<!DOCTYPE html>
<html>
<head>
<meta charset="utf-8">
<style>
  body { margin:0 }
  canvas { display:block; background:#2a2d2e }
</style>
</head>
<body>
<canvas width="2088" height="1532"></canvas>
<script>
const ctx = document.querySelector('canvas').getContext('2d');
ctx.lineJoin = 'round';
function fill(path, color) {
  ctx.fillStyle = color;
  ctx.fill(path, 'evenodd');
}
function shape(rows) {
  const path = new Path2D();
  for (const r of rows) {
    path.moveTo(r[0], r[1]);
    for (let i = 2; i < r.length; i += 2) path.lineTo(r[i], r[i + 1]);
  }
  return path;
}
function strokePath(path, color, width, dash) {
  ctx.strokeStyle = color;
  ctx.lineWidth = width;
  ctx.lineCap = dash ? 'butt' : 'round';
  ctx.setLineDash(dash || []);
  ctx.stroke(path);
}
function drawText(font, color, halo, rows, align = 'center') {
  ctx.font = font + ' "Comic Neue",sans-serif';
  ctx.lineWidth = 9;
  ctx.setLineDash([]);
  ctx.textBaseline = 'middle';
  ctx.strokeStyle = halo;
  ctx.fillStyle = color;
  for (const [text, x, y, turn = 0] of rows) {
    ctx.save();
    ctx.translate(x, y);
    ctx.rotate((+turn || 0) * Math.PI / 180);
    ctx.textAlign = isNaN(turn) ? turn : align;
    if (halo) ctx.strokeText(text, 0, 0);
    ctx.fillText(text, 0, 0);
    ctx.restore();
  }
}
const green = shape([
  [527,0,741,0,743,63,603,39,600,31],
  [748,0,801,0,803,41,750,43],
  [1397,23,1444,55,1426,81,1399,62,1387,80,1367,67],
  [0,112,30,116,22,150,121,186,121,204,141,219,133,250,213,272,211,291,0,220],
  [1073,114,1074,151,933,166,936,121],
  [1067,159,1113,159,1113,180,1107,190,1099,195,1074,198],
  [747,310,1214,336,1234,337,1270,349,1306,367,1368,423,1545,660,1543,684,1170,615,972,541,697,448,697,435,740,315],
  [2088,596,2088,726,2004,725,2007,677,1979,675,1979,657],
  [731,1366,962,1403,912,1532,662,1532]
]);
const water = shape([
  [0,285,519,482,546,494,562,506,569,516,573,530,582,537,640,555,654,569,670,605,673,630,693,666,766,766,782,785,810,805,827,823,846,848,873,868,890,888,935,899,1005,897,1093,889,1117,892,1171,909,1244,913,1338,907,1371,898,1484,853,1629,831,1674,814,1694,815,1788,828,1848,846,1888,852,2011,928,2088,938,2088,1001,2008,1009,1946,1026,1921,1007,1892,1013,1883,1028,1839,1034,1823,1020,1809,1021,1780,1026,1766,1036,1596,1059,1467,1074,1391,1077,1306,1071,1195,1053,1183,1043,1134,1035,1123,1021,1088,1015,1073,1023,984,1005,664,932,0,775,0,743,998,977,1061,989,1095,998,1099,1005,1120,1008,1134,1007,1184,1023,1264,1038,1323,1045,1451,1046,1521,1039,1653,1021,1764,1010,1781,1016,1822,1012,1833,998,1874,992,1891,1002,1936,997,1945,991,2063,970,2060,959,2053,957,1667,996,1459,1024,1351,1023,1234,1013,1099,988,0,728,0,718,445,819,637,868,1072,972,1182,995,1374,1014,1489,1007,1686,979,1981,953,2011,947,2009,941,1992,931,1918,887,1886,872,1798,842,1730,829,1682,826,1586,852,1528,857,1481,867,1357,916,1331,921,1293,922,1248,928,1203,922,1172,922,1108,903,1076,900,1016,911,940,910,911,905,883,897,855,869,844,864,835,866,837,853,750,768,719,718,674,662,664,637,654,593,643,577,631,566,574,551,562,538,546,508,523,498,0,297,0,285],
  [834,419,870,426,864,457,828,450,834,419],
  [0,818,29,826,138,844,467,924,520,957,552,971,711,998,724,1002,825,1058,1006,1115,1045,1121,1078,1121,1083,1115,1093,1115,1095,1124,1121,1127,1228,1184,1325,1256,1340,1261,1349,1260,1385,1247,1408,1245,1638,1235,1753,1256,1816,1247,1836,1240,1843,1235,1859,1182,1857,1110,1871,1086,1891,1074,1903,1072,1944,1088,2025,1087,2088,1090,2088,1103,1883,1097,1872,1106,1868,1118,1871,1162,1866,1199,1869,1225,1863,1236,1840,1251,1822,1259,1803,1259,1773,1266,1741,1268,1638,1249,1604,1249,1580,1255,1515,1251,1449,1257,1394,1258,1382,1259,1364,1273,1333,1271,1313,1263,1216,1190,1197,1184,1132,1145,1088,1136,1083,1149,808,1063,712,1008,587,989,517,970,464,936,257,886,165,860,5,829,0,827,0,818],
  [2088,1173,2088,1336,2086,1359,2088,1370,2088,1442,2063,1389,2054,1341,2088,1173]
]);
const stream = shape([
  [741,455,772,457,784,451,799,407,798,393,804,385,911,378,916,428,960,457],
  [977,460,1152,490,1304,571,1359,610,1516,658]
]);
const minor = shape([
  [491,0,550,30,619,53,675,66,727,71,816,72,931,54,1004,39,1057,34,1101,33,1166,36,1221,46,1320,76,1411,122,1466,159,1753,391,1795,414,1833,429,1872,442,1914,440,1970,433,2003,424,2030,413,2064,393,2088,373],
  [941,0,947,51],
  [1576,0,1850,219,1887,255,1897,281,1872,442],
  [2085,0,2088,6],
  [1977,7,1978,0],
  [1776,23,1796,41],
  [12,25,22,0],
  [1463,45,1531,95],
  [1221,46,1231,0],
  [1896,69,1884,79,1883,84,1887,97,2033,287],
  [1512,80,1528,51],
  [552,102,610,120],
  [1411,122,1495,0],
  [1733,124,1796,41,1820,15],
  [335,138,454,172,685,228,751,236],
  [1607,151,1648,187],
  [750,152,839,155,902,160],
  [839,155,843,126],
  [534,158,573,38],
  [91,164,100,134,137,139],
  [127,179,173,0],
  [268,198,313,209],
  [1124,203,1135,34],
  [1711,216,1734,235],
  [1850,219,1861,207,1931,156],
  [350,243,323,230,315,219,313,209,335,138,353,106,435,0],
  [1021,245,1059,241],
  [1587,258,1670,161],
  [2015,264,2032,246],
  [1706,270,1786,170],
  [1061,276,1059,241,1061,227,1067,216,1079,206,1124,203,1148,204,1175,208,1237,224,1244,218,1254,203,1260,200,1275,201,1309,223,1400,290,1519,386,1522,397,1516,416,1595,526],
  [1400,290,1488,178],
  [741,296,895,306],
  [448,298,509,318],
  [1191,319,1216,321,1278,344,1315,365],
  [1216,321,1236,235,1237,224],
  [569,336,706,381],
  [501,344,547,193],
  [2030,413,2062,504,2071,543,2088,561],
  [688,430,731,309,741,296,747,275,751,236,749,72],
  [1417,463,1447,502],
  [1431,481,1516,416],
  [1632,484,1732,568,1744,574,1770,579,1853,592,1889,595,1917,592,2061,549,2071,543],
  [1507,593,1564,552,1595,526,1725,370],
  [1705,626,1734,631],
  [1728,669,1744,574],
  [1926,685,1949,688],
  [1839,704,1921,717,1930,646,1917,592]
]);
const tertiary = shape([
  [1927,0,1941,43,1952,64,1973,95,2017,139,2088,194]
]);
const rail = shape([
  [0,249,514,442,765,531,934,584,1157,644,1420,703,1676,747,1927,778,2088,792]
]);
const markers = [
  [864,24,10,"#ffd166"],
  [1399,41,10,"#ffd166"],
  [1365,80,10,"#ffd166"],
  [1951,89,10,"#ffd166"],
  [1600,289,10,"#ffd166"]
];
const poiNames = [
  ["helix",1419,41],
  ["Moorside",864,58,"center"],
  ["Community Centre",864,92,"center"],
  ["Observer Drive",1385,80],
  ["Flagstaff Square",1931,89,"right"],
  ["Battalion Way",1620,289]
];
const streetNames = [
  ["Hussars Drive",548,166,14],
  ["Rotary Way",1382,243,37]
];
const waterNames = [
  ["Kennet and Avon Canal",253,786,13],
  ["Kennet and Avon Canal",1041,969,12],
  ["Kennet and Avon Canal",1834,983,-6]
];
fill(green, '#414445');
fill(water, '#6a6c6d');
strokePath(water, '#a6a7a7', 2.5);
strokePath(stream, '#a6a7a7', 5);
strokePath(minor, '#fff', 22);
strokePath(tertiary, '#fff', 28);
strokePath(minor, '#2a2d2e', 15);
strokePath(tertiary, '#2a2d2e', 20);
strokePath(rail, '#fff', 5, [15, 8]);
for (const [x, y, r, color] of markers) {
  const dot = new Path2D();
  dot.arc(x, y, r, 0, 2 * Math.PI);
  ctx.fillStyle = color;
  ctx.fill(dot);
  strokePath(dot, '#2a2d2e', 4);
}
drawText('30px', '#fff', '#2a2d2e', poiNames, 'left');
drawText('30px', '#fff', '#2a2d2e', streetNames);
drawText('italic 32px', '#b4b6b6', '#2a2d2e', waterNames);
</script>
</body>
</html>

· · · ·

### What the task asks
All lines above with "setLineDash" in them should be returned.

### Response for this exercise
  ctx.setLineDash(dash || []);
  ctx.setLineDash([]);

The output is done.